Task objective:
Transcribe every record beneath, precisely as written.

+++ Data section

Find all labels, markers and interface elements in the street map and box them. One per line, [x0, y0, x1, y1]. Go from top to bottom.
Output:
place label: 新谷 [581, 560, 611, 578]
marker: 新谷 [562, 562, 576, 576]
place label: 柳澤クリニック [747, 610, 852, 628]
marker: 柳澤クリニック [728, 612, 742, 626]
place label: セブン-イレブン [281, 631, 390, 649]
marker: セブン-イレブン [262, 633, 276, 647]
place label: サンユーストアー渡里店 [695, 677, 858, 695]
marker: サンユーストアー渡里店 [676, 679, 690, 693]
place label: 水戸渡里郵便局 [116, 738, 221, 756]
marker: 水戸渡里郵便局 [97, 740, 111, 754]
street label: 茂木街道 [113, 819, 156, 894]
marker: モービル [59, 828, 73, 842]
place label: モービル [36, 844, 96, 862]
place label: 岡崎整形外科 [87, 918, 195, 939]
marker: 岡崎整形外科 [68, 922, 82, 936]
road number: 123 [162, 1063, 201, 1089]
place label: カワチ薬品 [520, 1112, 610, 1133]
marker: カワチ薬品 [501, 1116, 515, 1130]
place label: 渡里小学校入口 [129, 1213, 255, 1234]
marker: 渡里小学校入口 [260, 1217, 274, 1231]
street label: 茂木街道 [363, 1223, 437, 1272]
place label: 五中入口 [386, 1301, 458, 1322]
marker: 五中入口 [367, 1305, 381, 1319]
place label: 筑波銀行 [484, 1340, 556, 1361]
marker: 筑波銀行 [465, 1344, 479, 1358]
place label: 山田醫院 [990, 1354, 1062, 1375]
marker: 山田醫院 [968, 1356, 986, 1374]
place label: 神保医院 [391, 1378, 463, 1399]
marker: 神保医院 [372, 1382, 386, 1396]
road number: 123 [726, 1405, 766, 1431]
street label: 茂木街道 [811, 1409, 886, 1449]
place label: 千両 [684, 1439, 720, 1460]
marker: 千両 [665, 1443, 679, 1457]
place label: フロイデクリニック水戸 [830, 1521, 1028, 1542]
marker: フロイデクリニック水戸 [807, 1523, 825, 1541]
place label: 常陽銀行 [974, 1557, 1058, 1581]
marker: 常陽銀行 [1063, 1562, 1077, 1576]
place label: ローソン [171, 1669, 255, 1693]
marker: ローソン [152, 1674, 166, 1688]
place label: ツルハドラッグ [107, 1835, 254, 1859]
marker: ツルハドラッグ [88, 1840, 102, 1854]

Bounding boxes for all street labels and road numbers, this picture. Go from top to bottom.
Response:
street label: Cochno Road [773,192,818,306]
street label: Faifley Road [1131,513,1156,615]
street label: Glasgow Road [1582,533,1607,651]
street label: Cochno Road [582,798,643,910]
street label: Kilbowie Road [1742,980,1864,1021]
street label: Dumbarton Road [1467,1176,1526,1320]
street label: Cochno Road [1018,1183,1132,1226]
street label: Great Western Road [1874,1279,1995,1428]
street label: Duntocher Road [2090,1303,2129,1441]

++++++

Response:
Find all labels, markers and interface elements in the street map and box them. One per line, [x0, y0, x1, y1]. Go from top to bottom.
Output:
place label: 新谷 [581, 560, 611, 578]
marker: 新谷 [562, 562, 576, 576]
place label: 柳澤クリニック [747, 610, 852, 628]
marker: 柳澤クリニック [728, 612, 742, 626]
place label: セブン-イレブン [281, 631, 390, 649]
marker: セブン-イレブン [262, 633, 276, 647]
place label: サンユーストアー渡里店 [695, 677, 858, 695]
marker: サンユーストアー渡里店 [676, 679, 690, 693]
place label: 水戸渡里郵便局 [116, 738, 221, 756]
marker: 水戸渡里郵便局 [97, 740, 111, 754]
street label: 茂木街道 [113, 819, 156, 894]
marker: モービル [59, 828, 73, 842]
place label: モービル [36, 844, 96, 862]
place label: 岡崎整形外科 [87, 918, 195, 939]
marker: 岡崎整形外科 [68, 922, 82, 936]
road number: 123 [162, 1063, 201, 1089]
place label: カワチ薬品 [520, 1112, 610, 1133]
marker: カワチ薬品 [501, 1116, 515, 1130]
place label: 渡里小学校入口 [129, 1213, 255, 1234]
marker: 渡里小学校入口 [260, 1217, 274, 1231]
street label: 茂木街道 [363, 1223, 437, 1272]
place label: 五中入口 [386, 1301, 458, 1322]
marker: 五中入口 [367, 1305, 381, 1319]
place label: 筑波銀行 [484, 1340, 556, 1361]
marker: 筑波銀行 [465, 1344, 479, 1358]
place label: 山田醫院 [990, 1354, 1062, 1375]
marker: 山田醫院 [968, 1356, 986, 1374]
place label: 神保医院 [391, 1378, 463, 1399]
marker: 神保医院 [372, 1382, 386, 1396]
road number: 123 [726, 1405, 766, 1431]
street label: 茂木街道 [811, 1409, 886, 1449]
place label: 千両 [684, 1439, 720, 1460]
marker: 千両 [665, 1443, 679, 1457]
place label: フロイデクリニック水戸 [830, 1521, 1028, 1542]
marker: フロイデクリニック水戸 [807, 1523, 825, 1541]
place label: 常陽銀行 [974, 1557, 1058, 1581]
marker: 常陽銀行 [1063, 1562, 1077, 1576]
place label: ローソン [171, 1669, 255, 1693]
marker: ローソン [152, 1674, 166, 1688]
place label: ツルハドラッグ [107, 1835, 254, 1859]
marker: ツルハドラッグ [88, 1840, 102, 1854]

Bounding boxes for all street labels and road numbers, this picture. Go from top to bottom.
Response:
street label: Cochno Road [773,192,818,306]
street label: Faifley Road [1131,513,1156,615]
street label: Glasgow Road [1582,533,1607,651]
street label: Cochno Road [582,798,643,910]
street label: Kilbowie Road [1742,980,1864,1021]
street label: Dumbarton Road [1467,1176,1526,1320]
street label: Cochno Road [1018,1183,1132,1226]
street label: Great Western Road [1874,1279,1995,1428]
street label: Duntocher Road [2090,1303,2129,1441]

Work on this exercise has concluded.